I have an n*n symmetric matrix, with non-negative values.
I want to remove k rows, those with the minimum row-wise sums.
Since the matrix is symmetric, after every row removal, the corresponding column will be removed too.
So, the row-wise sums will be recalculated after every removal.
Can anyone recommend a relevant optimization algorithm?
I thought to solve it as a maximum clique problem, with the weight of each node being the "row-wise sum", but I think that this does not solve the problem.

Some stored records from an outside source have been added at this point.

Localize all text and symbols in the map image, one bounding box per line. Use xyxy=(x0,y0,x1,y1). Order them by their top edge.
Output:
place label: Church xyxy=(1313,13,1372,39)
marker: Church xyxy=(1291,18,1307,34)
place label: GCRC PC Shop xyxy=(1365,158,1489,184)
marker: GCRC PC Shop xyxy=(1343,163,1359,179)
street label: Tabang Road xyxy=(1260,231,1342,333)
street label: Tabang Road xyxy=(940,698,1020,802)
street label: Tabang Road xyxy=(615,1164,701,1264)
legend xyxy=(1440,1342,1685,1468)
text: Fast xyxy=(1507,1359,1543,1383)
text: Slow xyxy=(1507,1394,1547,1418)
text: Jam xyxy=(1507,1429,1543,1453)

You can solve the problem via integer linear programming as follows. Let $c_{i,j}$ be the value of the $(i,j)$ entry in the matrix. Let binary variable $x_i$ indicate whether row $i$ and column $i$ are removed. Let binary variable $y_{i,j}$ indicate whether entry $(i,j)$ is removed. The problem is to maximize $\sum_{i,j} c_{i,j}(1-y_{i,j})$ subject to: \begin{align} \sum_i x_i &=k\\ x_i&\le y_{i,j}\\ x_i&\le y_{j,i} \end{align} The first constraint forces exactly $k$ rows (and the same columns) to be removed. If $x_i=1$, the second constraint forces all row $i$ entries to be removed and the third constraint forces all column $i$ entries to be removed.
Equivalently, this is a maximum edge-weighted $(n-k)$-clique problem, with edge weights $c_{i,j}$.